Each line in the entries that has the word "casing" has to be copied.

----

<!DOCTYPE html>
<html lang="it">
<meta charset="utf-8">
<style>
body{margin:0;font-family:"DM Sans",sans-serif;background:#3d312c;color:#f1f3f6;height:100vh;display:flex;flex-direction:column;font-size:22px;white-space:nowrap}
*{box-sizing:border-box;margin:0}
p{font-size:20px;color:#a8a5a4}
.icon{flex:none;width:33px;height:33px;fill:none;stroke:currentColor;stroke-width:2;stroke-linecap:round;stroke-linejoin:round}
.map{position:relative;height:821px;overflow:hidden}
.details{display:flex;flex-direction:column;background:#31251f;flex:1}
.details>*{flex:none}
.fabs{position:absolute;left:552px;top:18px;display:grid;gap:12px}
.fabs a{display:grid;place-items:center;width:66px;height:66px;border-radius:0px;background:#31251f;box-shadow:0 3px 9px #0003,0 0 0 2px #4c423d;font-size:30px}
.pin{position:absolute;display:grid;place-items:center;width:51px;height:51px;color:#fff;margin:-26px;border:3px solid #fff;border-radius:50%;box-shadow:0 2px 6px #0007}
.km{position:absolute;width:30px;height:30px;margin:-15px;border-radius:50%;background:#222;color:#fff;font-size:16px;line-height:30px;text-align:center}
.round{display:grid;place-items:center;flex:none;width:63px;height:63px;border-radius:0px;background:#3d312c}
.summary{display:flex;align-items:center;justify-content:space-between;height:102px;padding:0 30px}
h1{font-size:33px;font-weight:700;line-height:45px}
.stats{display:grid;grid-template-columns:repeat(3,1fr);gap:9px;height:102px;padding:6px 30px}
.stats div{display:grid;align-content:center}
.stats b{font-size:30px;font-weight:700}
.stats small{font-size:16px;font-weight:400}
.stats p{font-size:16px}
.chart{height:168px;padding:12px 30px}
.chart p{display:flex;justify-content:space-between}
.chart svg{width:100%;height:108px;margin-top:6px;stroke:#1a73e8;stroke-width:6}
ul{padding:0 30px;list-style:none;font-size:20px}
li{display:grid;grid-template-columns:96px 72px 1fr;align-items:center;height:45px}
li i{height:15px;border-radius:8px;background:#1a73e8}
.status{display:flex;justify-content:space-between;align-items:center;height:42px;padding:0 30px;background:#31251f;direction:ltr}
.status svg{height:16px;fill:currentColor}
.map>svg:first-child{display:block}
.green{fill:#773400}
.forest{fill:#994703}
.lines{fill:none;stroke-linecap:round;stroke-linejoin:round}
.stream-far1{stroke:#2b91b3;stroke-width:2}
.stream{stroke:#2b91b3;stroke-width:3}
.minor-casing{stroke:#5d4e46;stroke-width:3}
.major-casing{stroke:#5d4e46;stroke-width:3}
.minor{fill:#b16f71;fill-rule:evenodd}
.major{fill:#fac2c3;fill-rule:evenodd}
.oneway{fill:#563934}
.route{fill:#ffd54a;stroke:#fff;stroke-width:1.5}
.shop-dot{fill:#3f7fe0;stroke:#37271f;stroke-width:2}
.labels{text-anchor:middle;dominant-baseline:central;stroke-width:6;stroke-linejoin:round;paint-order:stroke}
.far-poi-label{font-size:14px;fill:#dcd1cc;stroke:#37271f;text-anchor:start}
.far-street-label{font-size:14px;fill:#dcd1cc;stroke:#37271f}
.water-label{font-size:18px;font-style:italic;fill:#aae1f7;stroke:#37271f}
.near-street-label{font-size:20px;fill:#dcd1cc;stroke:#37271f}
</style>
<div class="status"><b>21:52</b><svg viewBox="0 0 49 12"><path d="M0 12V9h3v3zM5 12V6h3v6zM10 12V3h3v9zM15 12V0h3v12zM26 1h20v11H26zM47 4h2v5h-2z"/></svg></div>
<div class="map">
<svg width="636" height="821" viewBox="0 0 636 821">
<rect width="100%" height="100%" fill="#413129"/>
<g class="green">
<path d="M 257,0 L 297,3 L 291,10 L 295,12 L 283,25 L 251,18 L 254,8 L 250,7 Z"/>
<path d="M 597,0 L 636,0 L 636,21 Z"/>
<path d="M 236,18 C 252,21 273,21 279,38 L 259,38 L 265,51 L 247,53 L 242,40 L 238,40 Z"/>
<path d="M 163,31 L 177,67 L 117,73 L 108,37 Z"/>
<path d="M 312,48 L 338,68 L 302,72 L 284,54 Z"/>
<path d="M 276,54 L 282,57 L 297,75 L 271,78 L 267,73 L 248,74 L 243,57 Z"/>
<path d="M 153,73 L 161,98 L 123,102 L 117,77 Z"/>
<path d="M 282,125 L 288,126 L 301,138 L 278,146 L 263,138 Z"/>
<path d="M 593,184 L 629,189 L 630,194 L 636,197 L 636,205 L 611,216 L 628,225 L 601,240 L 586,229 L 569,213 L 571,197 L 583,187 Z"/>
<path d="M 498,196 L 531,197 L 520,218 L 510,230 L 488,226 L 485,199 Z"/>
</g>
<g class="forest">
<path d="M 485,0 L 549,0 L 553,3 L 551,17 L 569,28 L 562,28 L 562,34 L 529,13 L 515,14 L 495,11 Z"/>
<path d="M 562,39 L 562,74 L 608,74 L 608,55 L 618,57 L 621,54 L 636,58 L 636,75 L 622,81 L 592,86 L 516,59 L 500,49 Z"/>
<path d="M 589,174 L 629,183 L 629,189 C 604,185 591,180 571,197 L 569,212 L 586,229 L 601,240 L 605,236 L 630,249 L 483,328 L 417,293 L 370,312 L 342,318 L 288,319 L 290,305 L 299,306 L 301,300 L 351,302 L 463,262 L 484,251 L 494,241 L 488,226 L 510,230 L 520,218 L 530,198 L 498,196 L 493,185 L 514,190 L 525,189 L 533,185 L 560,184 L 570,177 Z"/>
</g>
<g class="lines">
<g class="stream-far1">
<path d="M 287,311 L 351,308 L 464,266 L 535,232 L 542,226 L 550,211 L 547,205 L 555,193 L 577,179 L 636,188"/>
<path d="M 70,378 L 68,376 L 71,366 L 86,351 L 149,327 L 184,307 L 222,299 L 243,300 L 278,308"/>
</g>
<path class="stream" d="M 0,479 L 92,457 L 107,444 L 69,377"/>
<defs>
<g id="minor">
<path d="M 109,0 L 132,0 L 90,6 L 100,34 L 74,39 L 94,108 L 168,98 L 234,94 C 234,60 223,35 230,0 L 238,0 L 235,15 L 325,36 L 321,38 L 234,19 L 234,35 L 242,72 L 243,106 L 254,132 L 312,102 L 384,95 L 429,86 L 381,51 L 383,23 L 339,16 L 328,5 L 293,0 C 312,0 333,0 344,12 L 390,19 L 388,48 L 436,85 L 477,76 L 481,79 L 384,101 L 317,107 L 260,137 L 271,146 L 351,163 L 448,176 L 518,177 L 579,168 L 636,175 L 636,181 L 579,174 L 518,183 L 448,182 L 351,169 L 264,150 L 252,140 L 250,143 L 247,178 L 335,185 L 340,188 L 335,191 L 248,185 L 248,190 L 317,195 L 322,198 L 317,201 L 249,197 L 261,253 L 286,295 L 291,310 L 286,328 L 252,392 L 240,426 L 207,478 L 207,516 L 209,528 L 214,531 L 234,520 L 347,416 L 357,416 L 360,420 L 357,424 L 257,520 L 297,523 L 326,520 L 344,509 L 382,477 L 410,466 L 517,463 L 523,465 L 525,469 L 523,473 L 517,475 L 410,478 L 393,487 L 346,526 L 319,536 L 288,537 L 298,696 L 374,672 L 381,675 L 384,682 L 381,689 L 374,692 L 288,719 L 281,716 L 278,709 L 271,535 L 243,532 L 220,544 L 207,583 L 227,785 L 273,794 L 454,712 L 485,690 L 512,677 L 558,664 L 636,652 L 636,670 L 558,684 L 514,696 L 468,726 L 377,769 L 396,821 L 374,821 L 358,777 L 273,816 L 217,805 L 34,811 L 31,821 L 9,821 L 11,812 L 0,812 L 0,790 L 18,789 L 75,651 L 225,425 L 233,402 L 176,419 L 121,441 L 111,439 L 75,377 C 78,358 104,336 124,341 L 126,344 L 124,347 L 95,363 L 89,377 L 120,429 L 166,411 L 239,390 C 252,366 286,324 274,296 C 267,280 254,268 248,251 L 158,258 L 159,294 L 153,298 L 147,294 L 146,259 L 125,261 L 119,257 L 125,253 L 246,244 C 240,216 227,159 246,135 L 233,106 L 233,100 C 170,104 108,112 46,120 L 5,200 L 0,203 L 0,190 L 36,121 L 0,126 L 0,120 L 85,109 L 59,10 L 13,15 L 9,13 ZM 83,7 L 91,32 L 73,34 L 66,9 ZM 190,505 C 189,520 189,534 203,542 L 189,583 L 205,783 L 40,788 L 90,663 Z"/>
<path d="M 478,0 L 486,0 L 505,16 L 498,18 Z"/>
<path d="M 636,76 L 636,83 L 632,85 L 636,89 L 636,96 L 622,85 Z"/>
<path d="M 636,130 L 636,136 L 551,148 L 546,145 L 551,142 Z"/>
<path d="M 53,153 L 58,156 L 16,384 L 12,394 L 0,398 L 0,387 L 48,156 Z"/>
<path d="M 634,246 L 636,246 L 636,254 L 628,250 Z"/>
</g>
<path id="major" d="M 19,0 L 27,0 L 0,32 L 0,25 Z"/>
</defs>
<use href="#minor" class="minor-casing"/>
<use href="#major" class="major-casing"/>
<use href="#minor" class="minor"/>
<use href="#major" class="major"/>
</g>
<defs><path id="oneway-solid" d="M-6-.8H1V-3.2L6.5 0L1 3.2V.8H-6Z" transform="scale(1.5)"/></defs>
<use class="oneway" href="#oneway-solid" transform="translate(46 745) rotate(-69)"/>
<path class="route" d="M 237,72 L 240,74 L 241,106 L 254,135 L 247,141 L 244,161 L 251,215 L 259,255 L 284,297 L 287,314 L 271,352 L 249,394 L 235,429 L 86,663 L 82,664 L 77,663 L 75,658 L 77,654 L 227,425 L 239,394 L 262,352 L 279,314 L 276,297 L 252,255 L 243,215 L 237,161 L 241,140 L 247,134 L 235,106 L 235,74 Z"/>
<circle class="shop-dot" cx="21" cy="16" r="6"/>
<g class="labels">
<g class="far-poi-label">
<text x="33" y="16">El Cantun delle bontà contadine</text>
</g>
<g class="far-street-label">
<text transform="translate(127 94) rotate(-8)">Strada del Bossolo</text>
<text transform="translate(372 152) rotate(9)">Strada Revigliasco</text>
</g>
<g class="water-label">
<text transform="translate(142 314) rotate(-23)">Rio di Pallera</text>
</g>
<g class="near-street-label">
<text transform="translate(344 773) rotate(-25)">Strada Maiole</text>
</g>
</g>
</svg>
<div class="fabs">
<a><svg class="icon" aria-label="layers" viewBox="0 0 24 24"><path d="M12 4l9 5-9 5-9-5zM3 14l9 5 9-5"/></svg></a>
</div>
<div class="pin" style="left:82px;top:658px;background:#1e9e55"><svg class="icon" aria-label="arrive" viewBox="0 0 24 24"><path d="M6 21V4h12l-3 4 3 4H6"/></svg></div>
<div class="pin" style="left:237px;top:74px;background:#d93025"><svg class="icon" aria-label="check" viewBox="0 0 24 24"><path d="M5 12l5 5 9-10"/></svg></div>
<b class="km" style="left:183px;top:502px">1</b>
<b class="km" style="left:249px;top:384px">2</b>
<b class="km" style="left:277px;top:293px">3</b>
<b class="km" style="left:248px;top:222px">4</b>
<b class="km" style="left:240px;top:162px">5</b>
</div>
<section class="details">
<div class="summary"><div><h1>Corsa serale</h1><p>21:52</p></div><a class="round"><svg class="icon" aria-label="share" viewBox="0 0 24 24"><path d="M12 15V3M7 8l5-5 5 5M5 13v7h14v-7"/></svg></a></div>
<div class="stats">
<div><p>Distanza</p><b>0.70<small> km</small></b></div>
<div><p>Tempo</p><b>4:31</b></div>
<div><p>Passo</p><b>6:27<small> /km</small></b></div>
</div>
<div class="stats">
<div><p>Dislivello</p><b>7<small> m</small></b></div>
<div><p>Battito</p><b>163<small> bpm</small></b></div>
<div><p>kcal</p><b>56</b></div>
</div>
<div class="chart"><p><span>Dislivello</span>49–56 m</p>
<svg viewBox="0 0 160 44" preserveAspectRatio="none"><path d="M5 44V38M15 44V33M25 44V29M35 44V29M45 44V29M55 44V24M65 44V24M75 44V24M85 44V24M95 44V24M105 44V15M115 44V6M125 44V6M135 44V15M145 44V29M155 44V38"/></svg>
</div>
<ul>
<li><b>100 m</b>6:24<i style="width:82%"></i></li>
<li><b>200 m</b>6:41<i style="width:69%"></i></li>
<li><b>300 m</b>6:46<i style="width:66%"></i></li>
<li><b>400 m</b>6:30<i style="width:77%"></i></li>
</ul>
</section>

----

Response below:
.minor-casing{stroke:#5d4e46;stroke-width:3}
.major-casing{stroke:#5d4e46;stroke-width:3}
<use href="#minor" class="minor-casing"/>
<use href="#major" class="major-casing"/>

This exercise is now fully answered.